Here to hear Capt Michael Weiner talk about the Defense Health Information Management System (DHIMS) and the lessons that the DOD have learned. I have a personal interest as I grew-up in the military health system and my parents and a large number of family members are in it now. I haven’t been posting a lot of notes as I’ve just been absorbing, but this session should has lots of good information.
- This isn’t a technical issue. It is a “cultural, paradigm, shift”.
- Don’t be HIPAA compliant for the sake of compliance. Be compliant because it will protect your patient’s information.
- Challenges to be faced when implementing:
- Development of functional requirements
- Maintainability/Interoperability
- Acquisition Process
- Enterprise Architecture
- Theater Communications and Bandwidth
- Steady and reliable network is critical
- Buy-in from the team, physicians and support staff, is critical
- EHR will not fix a broken process. Take time to document the workflow and understand How You Do It. Used a great analogy for that by talking about Starbucks’s great workflow and a hotel coffee shop’s poor workflow. (I had a similar bad experience at a coffee shop at the airport. Had to find the spot with the lids and crossed paths twice.)
- Try it out first. Pilot it and include it everyone in the office from day one.

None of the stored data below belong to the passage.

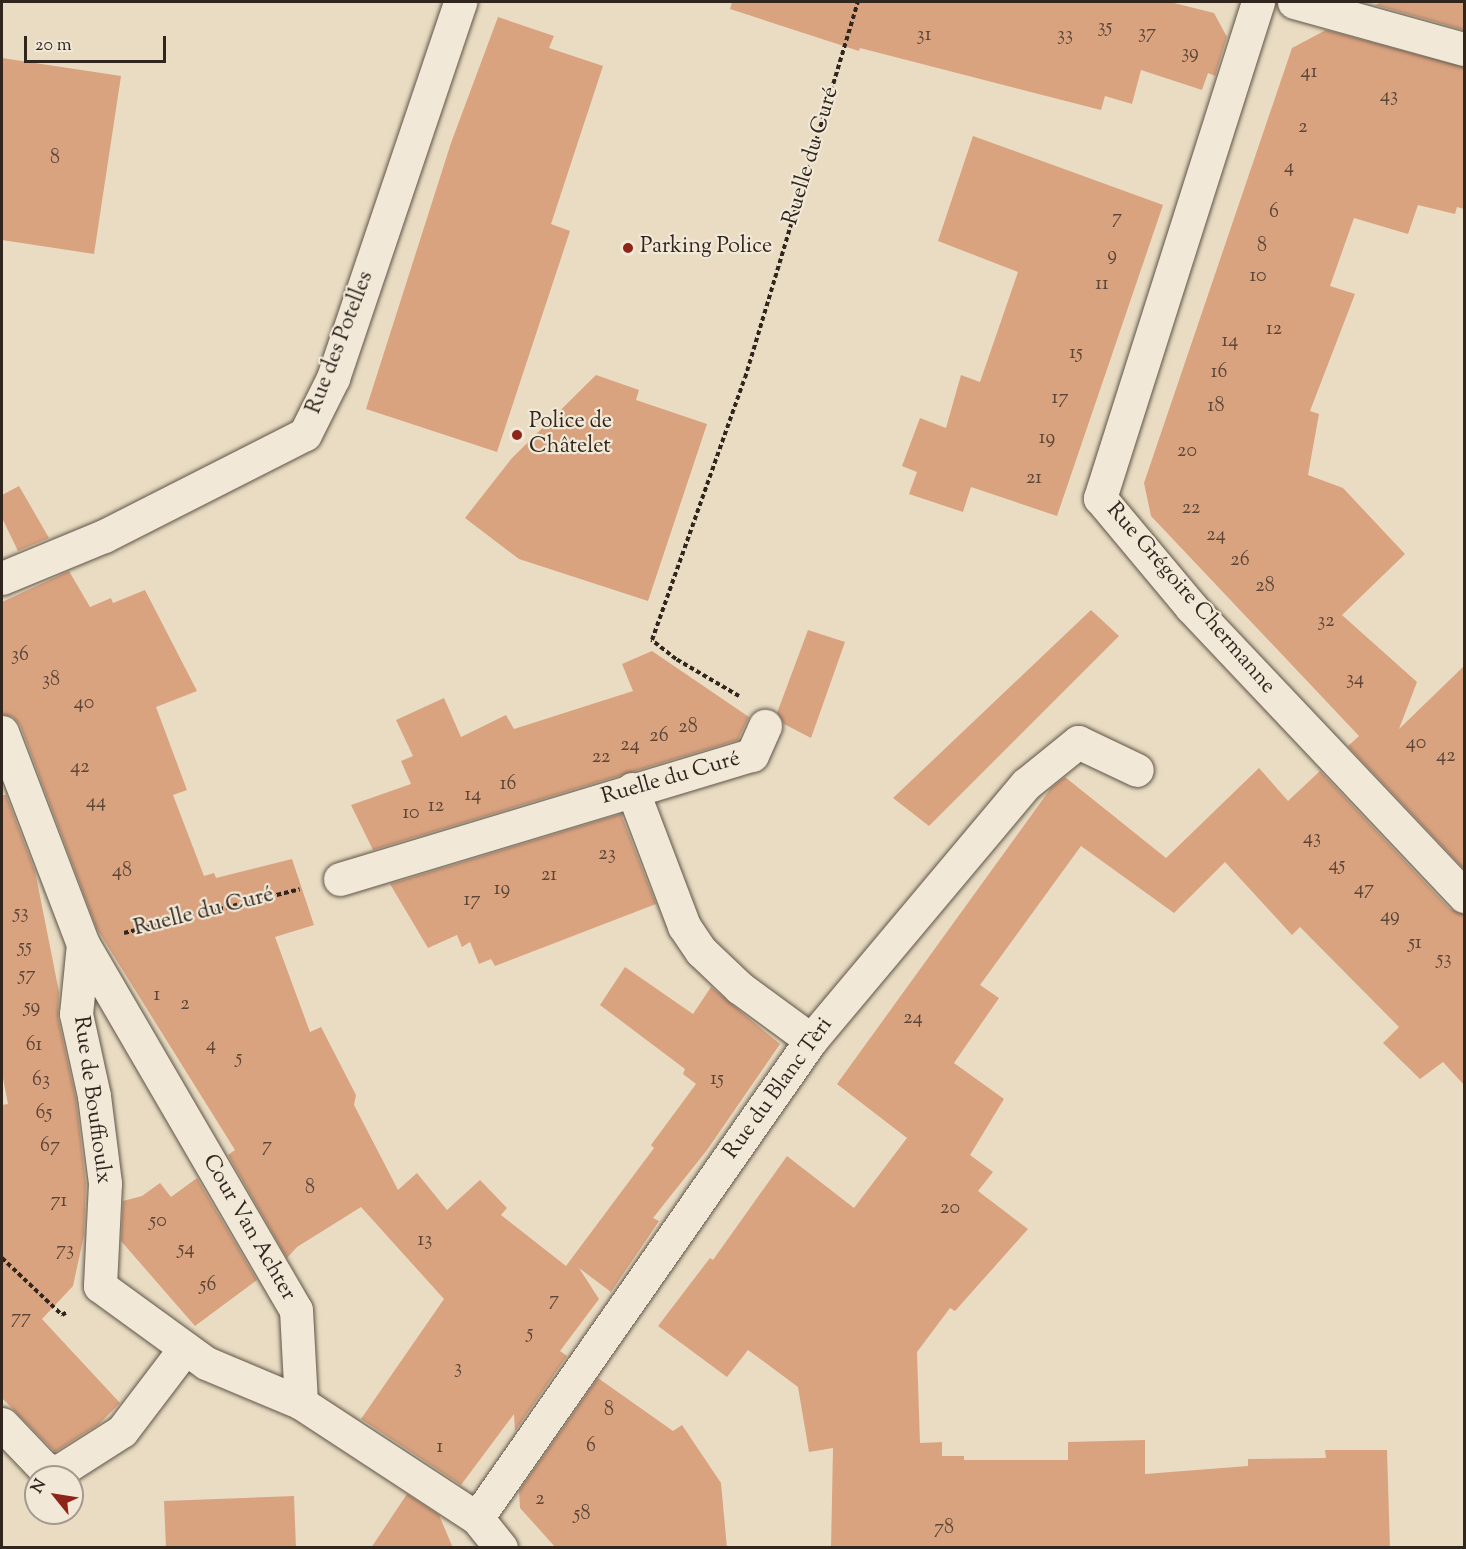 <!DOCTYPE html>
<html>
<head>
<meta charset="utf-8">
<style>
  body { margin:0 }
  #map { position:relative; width:1466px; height:1549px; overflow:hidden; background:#e9dcc3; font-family:"Sorts Mill Goudy",serif }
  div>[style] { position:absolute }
  .building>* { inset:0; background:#daa380 }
  .path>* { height:4px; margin-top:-2px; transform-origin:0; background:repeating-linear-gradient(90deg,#31261d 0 4.5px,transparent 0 7.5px) }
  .roads { filter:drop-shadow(0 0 2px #5f5446) drop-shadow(0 0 2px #5f5446) }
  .minor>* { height:33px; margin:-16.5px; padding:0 16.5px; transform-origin:16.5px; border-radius:16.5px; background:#f1e8d8 }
  .dots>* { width:16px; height:16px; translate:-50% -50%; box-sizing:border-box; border:3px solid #f1e8d8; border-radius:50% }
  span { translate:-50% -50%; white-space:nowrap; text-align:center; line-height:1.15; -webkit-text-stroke:4.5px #f1e8d8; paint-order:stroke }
  .number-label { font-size:20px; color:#5b4536 }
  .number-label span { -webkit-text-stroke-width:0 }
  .street-label { font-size:22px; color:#31261d }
  .poi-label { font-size:22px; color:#31261d }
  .left { translate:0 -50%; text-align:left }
  .frame { position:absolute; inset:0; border:3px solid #31261d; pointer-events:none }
  .north { position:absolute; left:24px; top:1465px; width:60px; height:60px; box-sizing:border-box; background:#f1e8d8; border:2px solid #a49a8d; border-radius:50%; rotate:300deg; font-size:16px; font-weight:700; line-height:24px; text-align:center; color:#31261d }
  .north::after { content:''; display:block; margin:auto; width:21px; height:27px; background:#8f2418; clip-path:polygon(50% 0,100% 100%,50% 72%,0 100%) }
  .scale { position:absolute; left:24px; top:36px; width:142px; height:27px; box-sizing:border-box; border:3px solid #31261d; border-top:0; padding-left:8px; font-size:18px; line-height:21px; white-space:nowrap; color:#31261d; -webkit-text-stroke:4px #f1e8d8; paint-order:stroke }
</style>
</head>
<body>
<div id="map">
  <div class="building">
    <i style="clip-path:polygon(732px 2px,1170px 2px,1214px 13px,1227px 37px,1215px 76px,1208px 73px,1202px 90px,1141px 70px,1132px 104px,1105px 96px,1101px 110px,860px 48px,859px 51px,730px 9px)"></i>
    <i style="clip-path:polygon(1382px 2px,1464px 2px,1464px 30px,1375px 5px)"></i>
    <i style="clip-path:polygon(498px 17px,554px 36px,549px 48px,603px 66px,551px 224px,570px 231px,497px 452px,366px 409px,451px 143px)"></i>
    <i style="clip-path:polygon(1326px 30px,1464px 67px,1464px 209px,1457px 207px,1455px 214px,1418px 205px,1408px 234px,1354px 218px,1330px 286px,1355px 294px,1310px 411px,1319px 414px,1308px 475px,1343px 488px,1405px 554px,1342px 615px,1417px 682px,1399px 729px,1464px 666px,1464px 869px,1348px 746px,1359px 736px,1151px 516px,1144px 483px,1292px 48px)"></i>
    <i style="clip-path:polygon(2px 58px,121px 76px,94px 254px,2px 240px)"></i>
    <i style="clip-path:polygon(973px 136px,1163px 205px,1057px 516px,971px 487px,963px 512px,909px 494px,917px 472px,902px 466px,920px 418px,946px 428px,961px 375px,980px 382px,1018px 272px,938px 241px)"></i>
    <i style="clip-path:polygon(596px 375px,639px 390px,636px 400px,707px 424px,648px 601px,519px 559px,465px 518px,512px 458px)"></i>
    <i style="clip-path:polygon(19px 486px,49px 538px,18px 551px,2px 518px,2px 495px)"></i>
    <i style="clip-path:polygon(69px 571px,90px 607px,111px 598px,113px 603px,145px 590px,197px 691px,156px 707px,187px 790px,173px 795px,204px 876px,214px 873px,216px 878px,292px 859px,314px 925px,275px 937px,310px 1032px,321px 1027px,356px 1095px,354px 1105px,398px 1190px,417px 1173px,447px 1210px,480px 1180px,507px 1208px,501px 1215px,566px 1266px,654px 1148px,651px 1145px,696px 1084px,683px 1074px,685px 1069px,600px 1005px,625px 967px,693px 1014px,711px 987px,780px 1044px,707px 1150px,653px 1218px,659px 1221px,611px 1292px,579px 1268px,599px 1299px,560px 1351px,567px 1356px,515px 1431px,514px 1414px,461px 1485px,361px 1419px,444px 1299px,361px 1207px,297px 1247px,287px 1258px,228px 1155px,235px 1150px,97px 929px,20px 725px,13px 717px,2px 714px,2px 602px)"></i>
    <i style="clip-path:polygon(1091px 610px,1119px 636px,929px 826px,893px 798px)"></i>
    <i style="clip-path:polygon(808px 630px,845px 642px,811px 738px,784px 724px,777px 713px)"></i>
    <i style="clip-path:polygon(652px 651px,749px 717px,738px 740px,373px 850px,351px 805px,411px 784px,401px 761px,413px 756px,396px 720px,444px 698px,461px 737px,506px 715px,514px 729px,633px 691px,622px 664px)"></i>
    <i style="clip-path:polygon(1259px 768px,1288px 801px,1320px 771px,1450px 909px,1464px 914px,1464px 1085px,1443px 1062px,1420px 1079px,1383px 1043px,1399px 1027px,1300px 927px,1292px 935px,1225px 862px,1174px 913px,1081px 846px,980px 985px,999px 998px,954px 1063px,1004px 1099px,970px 1155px,993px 1172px,978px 1191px,1028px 1229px,955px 1311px,950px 1308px,917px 1352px,920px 1443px,942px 1442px,942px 1456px,964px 1456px,964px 1460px,1068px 1460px,1068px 1442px,1145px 1440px,1145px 1474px,1248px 1466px,1248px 1459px,1326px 1458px,1325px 1450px,1387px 1450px,1390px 1548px,831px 1548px,833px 1448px,809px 1452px,798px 1387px,748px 1350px,727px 1377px,658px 1326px,710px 1258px,713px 1260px,787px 1156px,854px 1208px,907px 1138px,837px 1084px,1051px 788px,1065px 777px,1166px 858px)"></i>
    <i style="clip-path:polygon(2px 795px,6px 795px,35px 871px,59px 992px,58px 1018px,76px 1099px,86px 1184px,84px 1235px,73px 1286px,42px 1319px,120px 1403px,99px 1424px,55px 1452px,2px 1398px,2px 1105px,8px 1104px,2px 1073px)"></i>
    <i style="clip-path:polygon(621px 814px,656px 904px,495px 966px,491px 959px,479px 964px,470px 942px,462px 947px,457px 935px,428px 948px,390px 884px)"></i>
    <i style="clip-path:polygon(197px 1178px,257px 1280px,195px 1326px,121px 1241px,123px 1201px,142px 1196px,160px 1183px,171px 1197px)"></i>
    <i style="clip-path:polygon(598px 1378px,673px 1431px,682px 1425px,721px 1483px,727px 1548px,556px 1548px,520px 1508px,519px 1491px)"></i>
    <i style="clip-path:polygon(407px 1494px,439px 1515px,453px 1548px,371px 1548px)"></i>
    <i style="clip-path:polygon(294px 1496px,296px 1548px,166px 1548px,164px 1501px)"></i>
  </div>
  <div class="path">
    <i style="left:739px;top:696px;width:73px;rotate:-149.6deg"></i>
    <i style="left:676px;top:659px;width:31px;rotate:-142deg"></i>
    <i style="left:652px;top:640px;width:278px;rotate:-70.5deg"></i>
    <i style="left:745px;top:378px;width:393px;rotate:-73.3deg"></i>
    <i style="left:124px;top:933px;width:181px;rotate:-14deg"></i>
    <i style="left:2px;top:1258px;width:83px;rotate:43.5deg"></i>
    <i style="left:62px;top:1315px;width:6px;rotate:-31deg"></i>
  </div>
  <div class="roads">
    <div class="minor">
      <i style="left:1258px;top:2px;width:521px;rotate:107.67deg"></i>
      <i style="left:1100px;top:498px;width:142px;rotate:50.1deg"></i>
      <i style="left:1191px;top:607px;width:398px;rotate:46.6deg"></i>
      <i style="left:1294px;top:2px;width:176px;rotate:15.5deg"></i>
      <i style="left:2px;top:578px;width:110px;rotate:-22.4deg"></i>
      <i style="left:104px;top:536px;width:225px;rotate:-26.9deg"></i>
      <i style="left:305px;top:434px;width:63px;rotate:-63.4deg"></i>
      <i style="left:333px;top:378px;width:397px;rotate:-71.3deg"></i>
      <i style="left:2px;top:732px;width:227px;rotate:69.1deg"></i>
      <i style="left:83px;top:944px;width:70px;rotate:95.7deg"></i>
      <i style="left:76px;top:1014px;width:84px;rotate:77.6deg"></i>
      <i style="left:94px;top:1096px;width:88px;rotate:82.8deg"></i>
      <i style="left:105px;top:1183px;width:103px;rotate:92.8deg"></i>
      <i style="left:100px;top:1286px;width:131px;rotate:36deg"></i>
      <i style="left:206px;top:1363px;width:103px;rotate:22.8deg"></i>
      <i style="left:632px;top:789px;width:147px;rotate:69.2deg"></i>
      <i style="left:684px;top:926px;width:30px;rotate:56deg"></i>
      <i style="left:701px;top:951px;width:54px;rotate:43.5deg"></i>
      <i style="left:740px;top:988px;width:88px;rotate:36.2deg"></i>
      <i style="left:340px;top:879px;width:430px;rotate:-16.8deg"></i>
      <i style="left:752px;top:755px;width:32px;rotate:-66deg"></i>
      <i style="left:83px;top:944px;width:423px;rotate:59.8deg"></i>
      <i style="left:296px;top:1310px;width:93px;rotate:86.9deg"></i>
      <i style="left:301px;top:1403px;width:210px;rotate:33.2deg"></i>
      <i style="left:477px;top:1518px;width:38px;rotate:51deg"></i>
      <i style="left:2px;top:1424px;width:59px;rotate:46.4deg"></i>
      <i style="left:43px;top:1467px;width:14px;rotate:25deg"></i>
      <i style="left:56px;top:1473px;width:78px;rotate:-32.5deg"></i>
      <i style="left:122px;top:1431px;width:104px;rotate:-52.8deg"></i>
      <i style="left:477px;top:1518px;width:583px;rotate:-55.06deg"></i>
      <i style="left:811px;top:1040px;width:334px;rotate:-50deg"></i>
      <i style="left:1026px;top:784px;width:67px;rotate:-38.9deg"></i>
      <i style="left:1078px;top:742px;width:65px;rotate:25.4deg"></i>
    </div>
  </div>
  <div class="dots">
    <i style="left:628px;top:248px;background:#8f2418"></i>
    <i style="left:517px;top:435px;background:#8f2418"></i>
  </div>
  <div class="number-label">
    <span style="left:1105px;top:27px">35</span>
    <span style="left:1147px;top:33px">37</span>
    <span style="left:924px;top:35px">31</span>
    <span style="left:1065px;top:35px">33</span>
    <span style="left:1190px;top:53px">39</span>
    <span style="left:1309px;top:72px">41</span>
    <span style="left:1389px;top:96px">43</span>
    <span style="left:1303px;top:127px">2</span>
    <span style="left:55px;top:158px">8</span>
    <span style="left:1289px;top:167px">4</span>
    <span style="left:1274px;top:212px">6</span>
    <span style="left:1117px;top:218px">7</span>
    <span style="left:1262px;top:246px">8</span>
    <span style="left:1112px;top:255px">9</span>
    <span style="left:1258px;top:276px">10</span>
    <span style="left:1102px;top:284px">11</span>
    <span style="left:1274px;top:329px">12</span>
    <span style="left:1230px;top:341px">14</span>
    <span style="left:1076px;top:353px">15</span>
    <span style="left:1219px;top:372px">16</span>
    <span style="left:1060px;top:398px">17</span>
    <span style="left:1216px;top:406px">18</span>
    <span style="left:1047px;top:438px">19</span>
    <span style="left:1187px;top:451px">20</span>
    <span style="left:1034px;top:478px">21</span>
    <span style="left:1191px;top:508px">22</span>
    <span style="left:1216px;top:535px">24</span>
    <span style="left:1240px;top:560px">26</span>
    <span style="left:1265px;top:586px">28</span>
    <span style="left:1326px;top:621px">32</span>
    <span style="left:20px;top:655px">36</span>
    <span style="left:1355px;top:679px">34</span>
    <span style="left:51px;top:680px">38</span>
    <span style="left:84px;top:703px">40</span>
    <span style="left:688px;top:727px">28</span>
    <span style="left:659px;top:736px">26</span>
    <span style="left:1416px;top:743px">40</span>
    <span style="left:630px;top:745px">24</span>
    <span style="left:1446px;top:756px">42</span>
    <span style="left:601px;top:757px">22</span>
    <span style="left:80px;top:767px">42</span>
    <span style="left:508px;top:784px">16</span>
    <span style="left:473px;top:795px">14</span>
    <span style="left:96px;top:802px">44</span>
    <span style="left:436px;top:806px">12</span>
    <span style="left:411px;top:813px">10</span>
    <span style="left:1312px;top:838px">43</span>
    <span style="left:607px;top:854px">23</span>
    <span style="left:1337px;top:865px">45</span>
    <span style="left:122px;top:871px">48</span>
    <span style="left:549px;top:875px">21</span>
    <span style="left:502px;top:889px">19</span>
    <span style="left:1364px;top:889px">47</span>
    <span style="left:472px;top:900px">17</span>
    <span style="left:21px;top:913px">53</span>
    <span style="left:1390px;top:916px">49</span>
    <span style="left:1415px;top:943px">51</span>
    <span style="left:25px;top:947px">55</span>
    <span style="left:1444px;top:959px">53</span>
    <span style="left:27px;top:975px">57</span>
    <span style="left:157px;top:995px">1</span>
    <span style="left:185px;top:1004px">2</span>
    <span style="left:32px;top:1007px">59</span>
    <span style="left:913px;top:1018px">24</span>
    <span style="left:34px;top:1045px">61</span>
    <span style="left:211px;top:1045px">4</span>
    <span style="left:239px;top:1058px">5</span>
    <span style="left:717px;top:1079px">15</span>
    <span style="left:41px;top:1080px">63</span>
    <span style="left:44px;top:1113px">65</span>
    <span style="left:50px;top:1146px">67</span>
    <span style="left:267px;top:1146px">7</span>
    <span style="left:310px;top:1188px">8</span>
    <span style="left:59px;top:1201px">71</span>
    <span style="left:950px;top:1208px">20</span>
    <span style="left:158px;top:1221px">50</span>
    <span style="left:425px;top:1240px">13</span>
    <span style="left:186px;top:1249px">54</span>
    <span style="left:65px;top:1250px">73</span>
    <span style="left:208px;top:1285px">56</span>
    <span style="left:554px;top:1300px">7</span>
    <span style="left:21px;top:1318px">77</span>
    <span style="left:530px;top:1333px">5</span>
    <span style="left:458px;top:1368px">3</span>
    <span style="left:609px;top:1410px">8</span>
    <span style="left:591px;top:1446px">6</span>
    <span style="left:440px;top:1447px">1</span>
    <span style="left:540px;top:1499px">2</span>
    <span style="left:582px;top:1514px">58</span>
    <span style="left:944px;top:1528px">78</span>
  </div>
  <div class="street-label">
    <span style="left:812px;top:156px;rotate:-73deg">Ruelle du Curé</span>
    <span style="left:341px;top:343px;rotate:-69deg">Rue des Potelles</span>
    <span style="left:1190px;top:599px;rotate:49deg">Rue Grégoire Chermanne</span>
    <span style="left:671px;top:779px;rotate:-16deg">Ruelle du Curé</span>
    <span style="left:204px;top:913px;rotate:-14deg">Ruelle du Curé</span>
    <span style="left:779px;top:1089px;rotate:-54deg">Rue du Blanc Tèri</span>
    <span style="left:91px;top:1100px;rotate:82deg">Rue de Bouffioulx</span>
    <span style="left:248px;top:1228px;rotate:60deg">Cour Van Achter</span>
  </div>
  <div class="poi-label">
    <span class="left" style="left:640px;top:248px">Parking Police</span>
    <span class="left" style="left:529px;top:435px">Police de<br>Châtelet</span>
  </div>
  <div class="frame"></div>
  <div class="north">N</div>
  <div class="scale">20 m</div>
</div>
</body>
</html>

- New and Shiny May Not Be Best. Test the ergonomics of the hardware. Different participants may need different hardware options. A tablet has to be carried, so they put a computer on wheels that let them move other things as well.
- System needs to be intuitive. IT guys aren’t always around. The system needs to make it easy for the physicians that may not be technical. Needs visual feedback mechanisms.
- See One, Do One, Teach One: hybrid education efforts. Classrooms, 1-on-1, over-the-shoulder, and computer-based resources for training.
- Use the Web: Look at web hosting and virtualized solutions, especially for smaller clinical offices. (Talk of using the cloud without the term “Cloud”. Awesome.)
- Wireless networking and no mice. Wires are bad and cause problems.
- Use multiple methods to input clinical healthcare data. Use templates, auto fillers, macros, scribe, speech recognition (not everyone can type), dropdown menus. It should support Workflow.
- Change is not always accepted, so empowering staff to get their “buy in” will help with adoption. The team has to be involved, though that doesn’t diminish the need for a champion.
- Make it Personal: Patient centric care and patient portals is a shift for the patient community. It will be a generation+ transition for the patients.
- Sharing is Caring. The Nationwide Health Information Network (NHIN) is the “dial-tone” for the future. Every EHR is going to have to fit in.
Captain Weiner was a great presenter. Loved the presentation. Lot’s of good lessons that apply to large and small facilities. Now off to catch-up with my colleagues.
Disclaimer
All information in this post was gathered from the presenters and presentation. It does not reflect my opinion unless clearly indicated (Italics in parenthesis). Any errors are most likely from my misunderstanding a statement or imperfectly recording the information. Updates to correct information are reflected in red, but will not be otherwise indicated.